Suriye ile alakalı olarak hangi sorunu çözdünüz? Suriye'nin kuzeyinde farklı farklı terör örgütleri hakimiyet alanı inşa etmiş kendilerine. Türkiye'nin güvenliği için Kobani'de terör örgütünü sökecek misiniz? Türkiye'nin sınır hattında bir teröristan kurulmasını engelleyecek misiniz? Bugün karşılaştığımız bütün sorunların müsebbibi iktidardır. 2011'de girdiğimiz Suriye bataklığı '14 yıldır sen orada hangi hatayı yaptın da başıma bu bela açıldı' diye hükümete yöneltilen bir soru olmaktan çıkartılmıştır.

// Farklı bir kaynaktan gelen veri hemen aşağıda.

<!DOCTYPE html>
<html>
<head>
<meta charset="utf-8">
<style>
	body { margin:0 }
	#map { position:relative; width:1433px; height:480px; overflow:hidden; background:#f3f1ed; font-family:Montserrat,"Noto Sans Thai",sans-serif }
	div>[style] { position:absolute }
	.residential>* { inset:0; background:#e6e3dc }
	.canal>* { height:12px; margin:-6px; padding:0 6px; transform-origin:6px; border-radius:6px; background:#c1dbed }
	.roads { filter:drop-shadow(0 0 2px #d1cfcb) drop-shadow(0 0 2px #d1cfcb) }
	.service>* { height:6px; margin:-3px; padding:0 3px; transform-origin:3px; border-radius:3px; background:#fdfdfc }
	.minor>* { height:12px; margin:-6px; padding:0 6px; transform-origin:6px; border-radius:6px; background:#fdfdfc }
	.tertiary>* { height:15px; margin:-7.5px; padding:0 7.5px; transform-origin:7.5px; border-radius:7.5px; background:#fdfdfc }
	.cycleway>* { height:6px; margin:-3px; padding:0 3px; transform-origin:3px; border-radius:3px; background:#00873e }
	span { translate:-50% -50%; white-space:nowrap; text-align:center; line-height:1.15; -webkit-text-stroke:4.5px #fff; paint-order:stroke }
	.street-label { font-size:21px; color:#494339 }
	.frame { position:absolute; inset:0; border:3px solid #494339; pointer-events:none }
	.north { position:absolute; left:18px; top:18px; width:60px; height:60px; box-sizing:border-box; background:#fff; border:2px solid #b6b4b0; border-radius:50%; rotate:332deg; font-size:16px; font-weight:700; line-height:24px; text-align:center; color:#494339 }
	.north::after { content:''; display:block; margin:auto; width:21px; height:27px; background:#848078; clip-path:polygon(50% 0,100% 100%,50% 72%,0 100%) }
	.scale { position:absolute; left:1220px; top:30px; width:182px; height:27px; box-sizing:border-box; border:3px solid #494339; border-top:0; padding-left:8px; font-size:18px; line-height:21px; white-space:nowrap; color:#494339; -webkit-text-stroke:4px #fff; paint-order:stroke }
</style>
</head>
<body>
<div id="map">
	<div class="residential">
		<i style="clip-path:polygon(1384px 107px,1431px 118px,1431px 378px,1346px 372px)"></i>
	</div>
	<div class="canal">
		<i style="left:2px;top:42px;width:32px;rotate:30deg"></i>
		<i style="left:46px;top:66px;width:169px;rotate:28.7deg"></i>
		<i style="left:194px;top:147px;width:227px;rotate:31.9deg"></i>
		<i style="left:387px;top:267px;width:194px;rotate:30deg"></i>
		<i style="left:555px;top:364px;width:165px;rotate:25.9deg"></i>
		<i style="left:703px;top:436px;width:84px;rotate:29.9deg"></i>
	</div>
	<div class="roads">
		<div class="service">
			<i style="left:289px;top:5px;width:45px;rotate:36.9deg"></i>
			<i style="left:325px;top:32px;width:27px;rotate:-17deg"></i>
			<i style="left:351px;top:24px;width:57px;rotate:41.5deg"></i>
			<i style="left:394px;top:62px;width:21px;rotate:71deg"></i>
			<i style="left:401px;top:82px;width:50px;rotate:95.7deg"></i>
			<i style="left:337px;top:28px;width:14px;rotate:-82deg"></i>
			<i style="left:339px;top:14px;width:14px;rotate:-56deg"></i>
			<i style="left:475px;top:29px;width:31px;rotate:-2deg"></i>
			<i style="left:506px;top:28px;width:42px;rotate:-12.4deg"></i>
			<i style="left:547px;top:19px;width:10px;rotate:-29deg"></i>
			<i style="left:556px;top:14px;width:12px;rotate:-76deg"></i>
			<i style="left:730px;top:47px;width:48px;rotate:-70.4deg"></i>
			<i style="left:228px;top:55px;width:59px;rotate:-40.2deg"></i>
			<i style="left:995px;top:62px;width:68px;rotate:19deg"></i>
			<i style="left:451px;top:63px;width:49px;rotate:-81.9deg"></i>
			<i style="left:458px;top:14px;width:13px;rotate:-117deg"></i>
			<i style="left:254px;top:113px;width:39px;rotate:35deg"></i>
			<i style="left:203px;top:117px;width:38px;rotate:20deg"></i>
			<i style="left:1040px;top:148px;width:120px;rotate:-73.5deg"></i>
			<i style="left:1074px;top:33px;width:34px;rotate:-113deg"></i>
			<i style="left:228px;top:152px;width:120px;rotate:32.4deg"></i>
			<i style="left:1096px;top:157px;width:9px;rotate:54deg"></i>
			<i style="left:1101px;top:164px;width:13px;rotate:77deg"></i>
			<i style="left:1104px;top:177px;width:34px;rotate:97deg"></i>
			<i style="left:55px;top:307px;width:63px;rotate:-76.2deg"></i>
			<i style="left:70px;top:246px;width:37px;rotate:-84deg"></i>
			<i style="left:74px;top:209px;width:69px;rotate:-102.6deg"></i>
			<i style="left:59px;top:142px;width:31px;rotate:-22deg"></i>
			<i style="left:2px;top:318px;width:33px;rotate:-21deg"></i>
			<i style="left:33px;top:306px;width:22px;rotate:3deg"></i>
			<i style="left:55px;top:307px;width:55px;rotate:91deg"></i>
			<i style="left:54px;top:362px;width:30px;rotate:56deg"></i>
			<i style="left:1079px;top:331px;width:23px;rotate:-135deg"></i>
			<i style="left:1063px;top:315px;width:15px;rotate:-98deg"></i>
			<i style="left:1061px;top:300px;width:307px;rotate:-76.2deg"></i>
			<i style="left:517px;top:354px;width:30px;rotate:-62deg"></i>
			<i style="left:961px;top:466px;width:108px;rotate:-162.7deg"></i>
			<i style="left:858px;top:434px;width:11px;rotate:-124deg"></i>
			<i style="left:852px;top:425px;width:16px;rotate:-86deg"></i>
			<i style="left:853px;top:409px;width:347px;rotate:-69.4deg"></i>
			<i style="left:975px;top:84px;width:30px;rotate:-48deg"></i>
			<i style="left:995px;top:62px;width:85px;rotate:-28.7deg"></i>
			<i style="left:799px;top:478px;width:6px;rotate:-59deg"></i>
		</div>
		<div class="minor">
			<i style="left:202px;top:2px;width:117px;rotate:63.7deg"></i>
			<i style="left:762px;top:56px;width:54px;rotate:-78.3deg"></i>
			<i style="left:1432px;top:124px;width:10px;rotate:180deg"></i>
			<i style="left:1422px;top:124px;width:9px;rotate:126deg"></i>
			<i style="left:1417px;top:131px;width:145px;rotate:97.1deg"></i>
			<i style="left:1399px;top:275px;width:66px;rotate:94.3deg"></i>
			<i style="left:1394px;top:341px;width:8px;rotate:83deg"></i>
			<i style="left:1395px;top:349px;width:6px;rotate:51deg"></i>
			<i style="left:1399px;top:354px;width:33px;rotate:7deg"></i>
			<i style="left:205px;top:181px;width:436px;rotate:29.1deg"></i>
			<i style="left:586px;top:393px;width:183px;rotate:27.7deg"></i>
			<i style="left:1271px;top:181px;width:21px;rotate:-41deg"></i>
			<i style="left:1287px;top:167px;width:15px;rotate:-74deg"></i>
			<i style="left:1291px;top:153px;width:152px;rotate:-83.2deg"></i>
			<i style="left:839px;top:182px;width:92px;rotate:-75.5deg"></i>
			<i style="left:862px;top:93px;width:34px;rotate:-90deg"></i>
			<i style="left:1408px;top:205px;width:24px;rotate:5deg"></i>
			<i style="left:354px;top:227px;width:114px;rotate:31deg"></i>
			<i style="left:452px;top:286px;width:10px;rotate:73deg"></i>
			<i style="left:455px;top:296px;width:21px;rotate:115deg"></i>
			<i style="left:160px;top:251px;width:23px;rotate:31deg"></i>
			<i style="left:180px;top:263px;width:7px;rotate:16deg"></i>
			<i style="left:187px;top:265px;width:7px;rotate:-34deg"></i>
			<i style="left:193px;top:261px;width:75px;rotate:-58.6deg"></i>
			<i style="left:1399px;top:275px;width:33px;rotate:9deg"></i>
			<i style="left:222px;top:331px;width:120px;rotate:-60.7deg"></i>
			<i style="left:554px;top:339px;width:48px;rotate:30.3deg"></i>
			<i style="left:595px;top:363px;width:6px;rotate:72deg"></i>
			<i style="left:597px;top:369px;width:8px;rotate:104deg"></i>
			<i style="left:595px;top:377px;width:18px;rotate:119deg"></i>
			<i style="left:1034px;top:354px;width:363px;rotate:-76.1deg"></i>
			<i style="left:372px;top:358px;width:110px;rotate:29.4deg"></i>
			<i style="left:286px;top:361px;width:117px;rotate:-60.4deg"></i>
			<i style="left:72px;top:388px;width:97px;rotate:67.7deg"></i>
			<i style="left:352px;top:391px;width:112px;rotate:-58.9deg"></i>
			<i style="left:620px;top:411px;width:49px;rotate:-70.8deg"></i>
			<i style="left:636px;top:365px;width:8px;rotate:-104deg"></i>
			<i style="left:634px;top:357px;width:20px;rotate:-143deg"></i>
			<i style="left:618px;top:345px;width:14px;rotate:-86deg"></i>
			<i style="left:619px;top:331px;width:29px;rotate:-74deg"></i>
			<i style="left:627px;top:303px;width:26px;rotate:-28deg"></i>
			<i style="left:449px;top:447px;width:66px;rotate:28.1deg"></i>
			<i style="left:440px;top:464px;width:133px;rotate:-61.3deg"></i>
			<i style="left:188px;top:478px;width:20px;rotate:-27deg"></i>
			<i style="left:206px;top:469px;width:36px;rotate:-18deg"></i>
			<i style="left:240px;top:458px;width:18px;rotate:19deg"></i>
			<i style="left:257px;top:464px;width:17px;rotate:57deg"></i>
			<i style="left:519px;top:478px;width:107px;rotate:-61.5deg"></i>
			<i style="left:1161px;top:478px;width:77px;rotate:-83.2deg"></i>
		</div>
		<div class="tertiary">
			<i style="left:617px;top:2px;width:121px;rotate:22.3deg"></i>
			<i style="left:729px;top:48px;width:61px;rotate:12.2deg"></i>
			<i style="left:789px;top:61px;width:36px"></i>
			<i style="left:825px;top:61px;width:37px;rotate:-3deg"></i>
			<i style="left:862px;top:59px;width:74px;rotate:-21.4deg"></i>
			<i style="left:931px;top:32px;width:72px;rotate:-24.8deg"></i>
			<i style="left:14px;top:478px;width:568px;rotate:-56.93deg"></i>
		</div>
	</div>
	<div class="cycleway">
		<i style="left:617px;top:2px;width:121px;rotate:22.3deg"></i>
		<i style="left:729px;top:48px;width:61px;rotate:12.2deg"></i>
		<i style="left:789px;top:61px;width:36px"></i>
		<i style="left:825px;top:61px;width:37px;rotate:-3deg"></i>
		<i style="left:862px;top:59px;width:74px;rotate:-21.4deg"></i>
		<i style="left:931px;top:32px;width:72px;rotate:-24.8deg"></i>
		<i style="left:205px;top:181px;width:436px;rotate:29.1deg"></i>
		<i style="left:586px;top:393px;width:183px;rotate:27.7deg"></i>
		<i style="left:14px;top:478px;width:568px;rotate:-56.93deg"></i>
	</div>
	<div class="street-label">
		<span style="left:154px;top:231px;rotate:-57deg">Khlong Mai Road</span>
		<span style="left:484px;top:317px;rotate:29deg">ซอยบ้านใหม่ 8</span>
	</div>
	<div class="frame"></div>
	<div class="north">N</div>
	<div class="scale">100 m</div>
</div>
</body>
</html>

Anayasaya göre Tayyip Erdoğan bir daha aday olamıyor. Ama kamuoyu araştırmalarına göre sizin 2 belediye başkanınız ile kendisini yarıştırıyorlar. Bunun kabaran iştahını kesmek için önce onun aday olamayacağının ifade edilmesi gerekiyor. Anayasa 2 dönem diyor Tayyip bey 3 dönemdir cumhurbaşkanı, anayasa en fazla 10 sene yapar diyor Tayyip bey 14 senelik cumhurbaşkanı bir daha seçilirse 20 yıl olacak. Anayasa'ya 2 kere seçilme hakkı vermişler ama erken seçim olursa bir daha aday olabilir gibi bir şeyi gündeme getirmek bu Anayasa'nın arkasına dolanmak için gerekçe aramaktır. Anayasayı değiştirmek için de bir çoğunluğa ihtiyacı var. Sayın Erdoğan'a aday olamazsın, erken seçim konusunda da sana kapalıyım denilseydi Tayyip bey bu arayışlara girişmezdi. Siyasetçi gladyatör değildir Anayasaya uyacaksınız.

"Cesedimizi çiğnemeden Öcalan meclis'e giremez"

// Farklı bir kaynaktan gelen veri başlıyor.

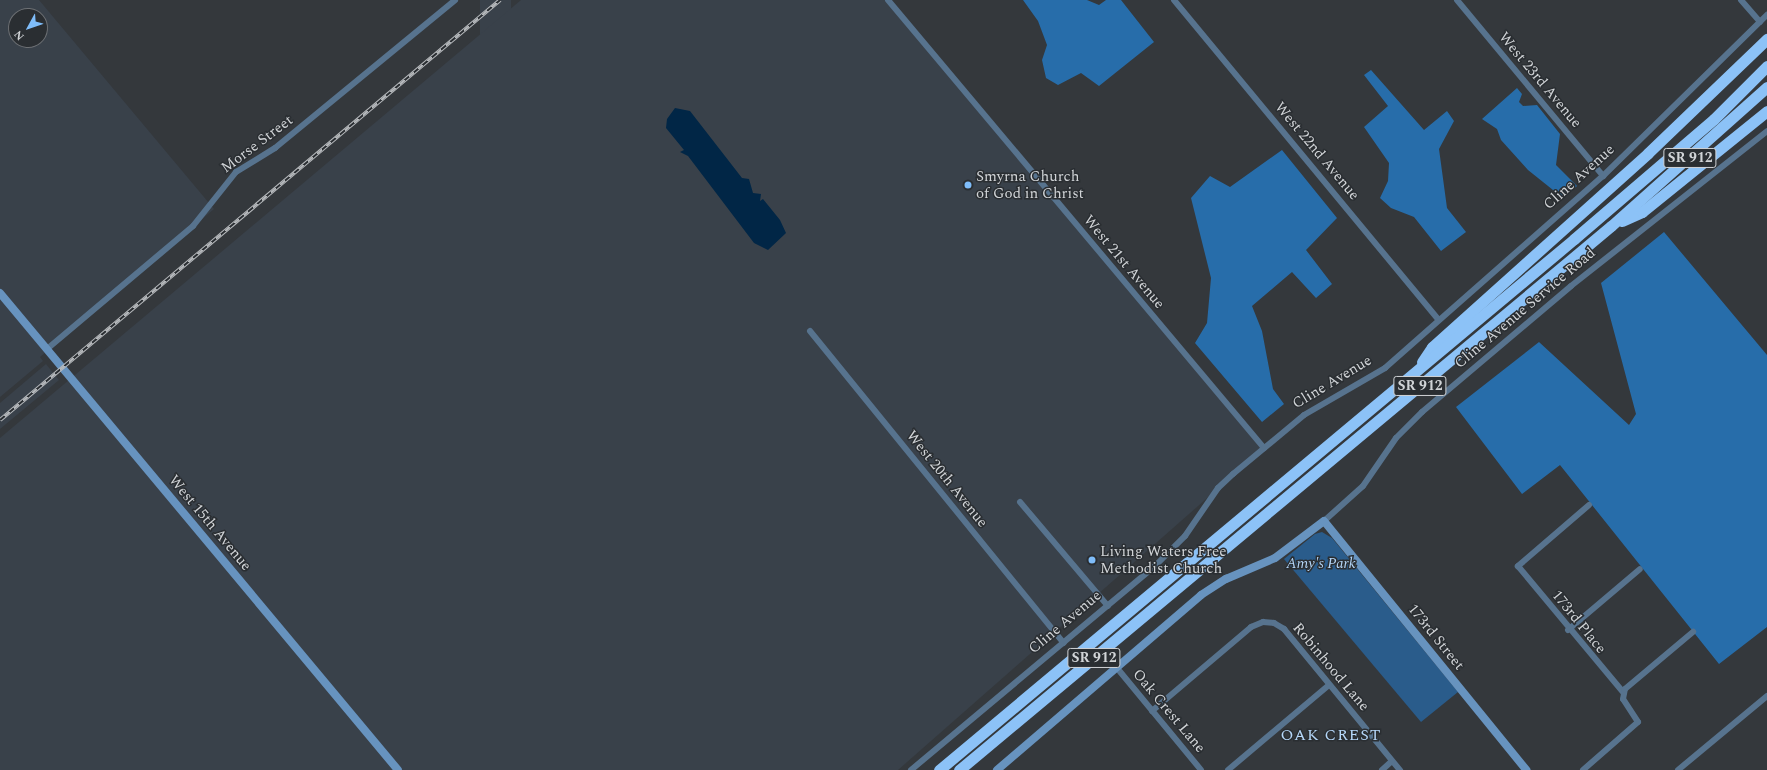 <!DOCTYPE html>
<html>
<head>
<meta charset="utf-8">
<style>
  body { margin:0 }
  #map { position:relative; width:1767px; height:770px; overflow:hidden; background:#34383c; font-family:Spectral,serif }
  div>[style] { position:absolute }
  [style*='--x'] { left:calc(var(--x)*1px); top:calc(var(--y)*1px); width:calc(var(--w)*1px); rotate:calc(var(--a)*1deg) }
  .built>* { inset:0; background:#39414a; transform-origin:0 0 }
  .green>* { inset:0; background:#2a5c8b }
  .forest>* { inset:0; background:#276daa }
  .water>* { inset:0; background:#012646 }
  .street>* { height:6px; margin:-3px; padding:0 3px; transform-origin:3px; border-radius:3px; background:#57738e }
  .secondary>* { height:8px; margin:-4px; padding:0 4px; transform-origin:4px; border-radius:4px; background:#6793bf }
  .highway>* { height:11px; margin:-5.5px; padding:0 5.5px; transform-origin:5.5px; border-radius:5.5px; background:#8cc2f7 }
  .rail>* { height:3.5px; margin-top:-1.75px; transform-origin:0; background:repeating-linear-gradient(90deg,#2a2e32 0 6px,#b6b9bc 0 12px); box-sizing:border-box; border-block:1px solid #b6b9bc }
  .dots>* { width:11px; height:11px; translate:-50% -50%; box-sizing:border-box; border:2px solid #2a2e32; border-radius:50% }
  span { translate:-50% -50%; white-space:nowrap; text-align:center; line-height:1.15; -webkit-text-stroke:3px #2a2e32; paint-order:stroke }
  .shield-label span { padding:1px 3px; background:#2a2e32; border:1px solid; border-radius:3px; -webkit-text-stroke-width:0 }
  .shield-label { font-size:14px; color:#d1d4d7; font-weight:700 }
  .street-label { font-size:15px; color:#d1d4d7 }
  .poi-label { font-size:15px; color:#d1d4d7 }
  .left { translate:0 -50%; text-align:left }
  .park-label { font-size:15px; color:#b3d5f7; font-style:italic }
  .neighbourhood-label { font-size:16px; color:#b5d7f9; letter-spacing:1px }
  .north { position:absolute; left:8px; top:8px; width:40px; height:40px; box-sizing:border-box; background:#2a2e32; border:1px solid #6d7074; border-radius:50%; rotate:230deg; font-size:11px; font-weight:700; line-height:16px; text-align:center; color:#d1d4d7 }
  .north::after { content:''; display:block; margin:auto; width:14px; height:18px; background:#7fbdfa; clip-path:polygon(50% 0,100% 100%,50% 72%,0 100%) }
</style>
</head>
<body>
<div id="map">
  <div class="built">
    <i style="clip-path:polygon(evenodd,0 0,39px 0,214px 209px,40px 357px,43px 361px,0 397px,0 0,16px 16px,40px 16px,40px 40px,16px 40px,16px 16px)"></i>
    <i style="left:480px;top:0;width:31px;height:549px"></i>
    <i style="clip-path:polygon(521px 0,886px 0,1264px 448px,898px 770px,0 770px,0 438px)"></i>
    <i style="clip-path:polygon(46px 364px,59px 380px,0 429px,0 403px)"></i>
  </div>
  <div class="green">
    <i style="clip-path:polygon(1322px 532px,1332px 538px,1458px 692px,1421px 722px,1284px 559px,1315px 534px)"></i>
  </div>
  <div class="forest">
    <i style="clip-path:polygon(1023px 0,1087px 0,1099px 5px,1106px 0,1121px 0,1154px 42px,1099px 86px,1081px 73px,1058px 85px,1046px 78px,1042px 60px,1047px 45px,1038px 21px)"></i>
    <i style="clip-path:polygon(1371px 70px,1424px 130px,1447px 111px,1454px 121px,1439px 149px,1447px 208px,1466px 232px,1441px 251px,1414px 217px,1391px 208px,1380px 198px,1388px 181px,1389px 163px,1364px 127px,1388px 106px,1364px 75px)"></i>
    <i style="clip-path:polygon(1517px 88px,1522px 94px,1519px 102px,1523px 106px,1537px 105px,1560px 134px,1556px 165px,1577px 186px,1563px 198px,1528px 170px,1501px 140px,1497px 129px,1482px 119px)"></i>
    <i style="clip-path:polygon(1282px 150px,1337px 218px,1306px 250px,1332px 284px,1316px 298px,1292px 272px,1252px 306px,1262px 331px,1273px 389px,1284px 404px,1262px 422px,1195px 343px,1207px 323px,1211px 278px,1191px 198px,1210px 176px,1230px 187px)"></i>
    <i style="clip-path:polygon(1664px 232px,1767px 355px,1767px 627px,1719px 664px,1560px 465px,1522px 494px,1456px 407px,1539px 342px,1629px 425px,1636px 414px,1601px 283px)"></i>
  </div>
  <div class="water">
    <i style="clip-path:polygon(675px 108px,690px 111px,742px 178px,749px 179px,753px 193px,761px 194px,760px 201px,763px 199px,780px 220px,786px 233px,768px 250px,754px 243px,688px 156px,680px 152px,684px 150px,666px 128px,667px 119px)"></i>
  </div>
  <div class="street">
    <i style="--x:888;--y:0;--w:585;--a:49.99"></i>
    <i style="--x:1174;--y:0;--w:415;--a:50.4"></i>
    <i style="--x:1457;--y:0;--w:229;--a:50.3"></i>
    <i style="--x:1741;--y:0;--w:29;--a:49"></i>
    <i style="--x:810;--y:331;--w:402;--a:50.9"></i>
    <i style="--x:47;--y:349;--w:191;--a:-40.1"></i>
    <i style="--x:193;--y:226;--w:69;--a:-51.5"></i>
    <i style="--x:236;--y:172;--w:46;--a:-31.6"></i>
    <i style="--x:275;--y:148;--w:233;--a:-39.4"></i>
    <i style="--x:1020;--y:502;--w:136;--a:49.8"></i>
    <i style="--x:1589;--y:505;--w:94;--a:139.3"></i>
    <i style="--x:1518;--y:566;--w:164;--a:50.2"></i>
    <i style="--x:1324;--y:521;--w:52;--a:-41.9"></i>
    <i style="--x:1363;--y:486;--w:58;--a:-55.5"></i>
    <i style="--x:1396;--y:438;--w:37;--a:-45"></i>
    <i style="--x:1422;--y:412;--w:195;--a:-40.2"></i>
    <i style="--x:1571;--y:286;--w:250;--a:-38.3"></i>
    <i style="--x:1568;--y:630;--w:94;--a:-40.3"></i>
    <i style="--x:1117;--y:668;--w:132;--a:50.5"></i>
    <i style="--x:1152;--y:711;--w:130;--a:-40.3"></i>
    <i style="--x:1251;--y:627;--w:13;--a:-23"></i>
    <i style="--x:1263;--y:622;--w:11;--a:5"></i>
    <i style="--x:1274;--y:623;--w:12;--a:31"></i>
    <i style="--x:1284;--y:629;--w:183;--a:50.6"></i>
    <i style="--x:911;--y:770;--w:317;--a:-39.9"></i>
    <i style="--x:1154;--y:567;--w:44;--a:-45"></i>
    <i style="--x:1185;--y:536;--w:58;--a:-55.5"></i>
    <i style="--x:1218;--y:488;--w:21;--a:-43"></i>
    <i style="--x:1233;--y:474;--w:92;--a:-39.7"></i>
    <i style="--x:1304;--y:415;--w:94;--a:-30.1"></i>
    <i style="--x:1385;--y:368;--w:290;--a:-41.4"></i>
    <i style="--x:1603;--y:176;--w:230;--a:-44.5"></i>
    <i style="--x:1228;--y:770;--w:132;--a:-40.1"></i>
    <i style="--x:1382;--y:770;--w:13;--a:-42"></i>
    <i style="--x:1583;--y:770;--w:73;--a:-41.1"></i>
    <i style="--x:1638;--y:722;--w:27;--a:-123"></i>
    <i style="--x:1623;--y:699;--w:10;--a:-79"></i>
    <i style="--x:1625;--y:689;--w:89;--a:-40"></i>
    <i style="--x:1678;--y:770;--w:116;--a:-39.7"></i>
  </div>
  <div class="secondary">
    <i style="--x:0;--y:293;--w:621;--a:50.16"></i>
    <i style="--x:997;--y:770;--w:269;--a:-40.6"></i>
    <i style="--x:1201;--y:595;--w:30;--a:-33"></i>
    <i style="--x:1226;--y:579;--w:53;--a:-23.2"></i>
    <i style="--x:1275;--y:558;--w:61;--a:-37.1"></i>
    <i style="--x:1324;--y:521;--w:321;--a:50.9"></i>
  </div>
  <div class="highway">
    <i style="--x:1622;--y:221;--w:22;--a:-24"></i>
    <i style="--x:1642;--y:212;--w:161;--a:-38.9"></i>
    <i style="--x:1422;--y:362;--w:18;--a:-56"></i>
    <i style="--x:1432;--y:347;--w:290;--a:-41.9"></i>
    <i style="--x:1648;--y:153;--w:165;--a:-43.8"></i>
    <i style="--x:939;--y:770;--w:828;--a:-39.9"></i>
    <i style="--x:1574;--y:239;--w:184;--a:-40.6"></i>
    <i style="--x:1714;--y:119;--w:75;--a:-45"></i>
    <i style="--x:959;--y:770;--w:849;--a:-39.84"></i>
    <i style="--x:1611;--y:226;--w:209;--a:-41.7"></i>
  </div>
  <div class="rail">
    <i style="--x:0;--y:420;--w:653;--a:-40.03"></i>
  </div>
  <div class="dots">
    <i style="left:968px;top:185px;background:#7fbdfa"></i>
    <i style="left:1092px;top:560px;background:#7fbdfa"></i>
  </div>
  <div class="shield-label">
    <span style="left:1690px;top:158px">SR 912</span>
    <span style="left:1420px;top:386px">SR 912</span>
    <span style="left:1094px;top:658px">SR 912</span>
  </div>
  <div class="street-label">
    <span style="left:1540px;top:80px;rotate:50deg">West 23rd Avenue</span>
    <span style="left:257px;top:144px;rotate:-37deg">Morse Street</span>
    <span style="left:1317px;top:151px;rotate:50deg">West 22nd Avenue</span>
    <span style="left:1579px;top:177px;rotate:-42deg">Cline Avenue</span>
    <span style="left:1124px;top:262px;rotate:50deg">West 21st Avenue</span>
    <span style="left:1525px;top:308px;rotate:-40deg">Cline Avenue Service Road</span>
    <span style="left:1332px;top:382px;rotate:-31deg">Cline Avenue</span>
    <span style="left:947px;top:479px;rotate:51deg">West 20th Avenue</span>
    <span style="left:210px;top:523px;rotate:50deg">West 15th Avenue</span>
    <span style="left:1065px;top:622px;rotate:-40deg">Cline Avenue</span>
    <span style="left:1579px;top:622px;rotate:51deg">173rd Place</span>
    <span style="left:1436px;top:637px;rotate:51deg">173rd Street</span>
    <span style="left:1331px;top:667px;rotate:50deg">Robinhood Lane</span>
    <span style="left:1169px;top:711px;rotate:50deg">Oak Crest Lane</span>
  </div>
  <div class="poi-label">
    <span class="left" style="left:976px;top:185px">Smyrna Church<br>of God in Christ</span>
    <span class="left" style="left:1100px;top:560px">Living Waters Free<br>Methodist Church</span>
  </div>
  <div class="park-label">
    <span style="left:1321px;top:564px">Amy's Park</span>
  </div>
  <div class="neighbourhood-label">
    <span style="left:1331px;top:735px">OAK CREST</span>
  </div>
  <div class="north">N</div>
</div>
</body>
</html>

Meclis Mustafa Kemal'in Meclis'i. Cesetlerimizi çiğnemeden oraya giremezler. Öcalan Meclis'e gelirse Türkiye Cumhuriyeti ibaresini kaldırsınlar. Türkiye bir teröristten medet umacak kadar alçalmış bir devlet değildir. Türkiye, Güney Afrika Cumhuriyeti mi?

"Siyasi hedefi olmayan biri siyasi rakibim değildir"

Devlet Bahçeli üzerinden kurgulanmış senaryoları konuşmak istemiyorum. Tanıyamıyorum kendisini. Siyaseten bir hedefi olmayan kişi benim muhatabım değildir, rakibim hiç değildir.

"Sorunumuzun öznesi terör"

Terörün engellenmesini ya da ortadan kaldırılmasını istememek mümkün değil. Bu adamlar iş başına geldiğinde terör neredeyse sıfırlanmıştı. 2002 yılında 6 şehit vardı. Onlarda trafik kazasında şehit olmuşlardı. Türkiye'nin 40 yıllık bir terör deneyimi var. TSK ve polis teşkilatı teröristlerle mücadele eder. Teröre destek verenlerle yargı mücadele eder, terörün gerekçelerini de ortadan kaldırmakla hükümet mücadele eder. Terörün gerekçelerini ortadan kaldırmak için verilecek mücadele ne Anayasa değişikliğidir ne bir sonraki seçimi kazanmaya yönelik hale getirilmiştir. 2019 seçimlerinde bir taraftan devlet terörle mücadele ediyor bir taraftan da bir terörist bir seçimciyi kazanmak uğruna TRT ekranlarına çıkartılıyor. Kürt sorunu diye bağırıyoruz bütün Kürtleri bu sorunun öznesi haline getiriyoruz, sorunumuzun öznesi terör.

"Yerine tayin ettiğin kayyum da rahat durmuyor"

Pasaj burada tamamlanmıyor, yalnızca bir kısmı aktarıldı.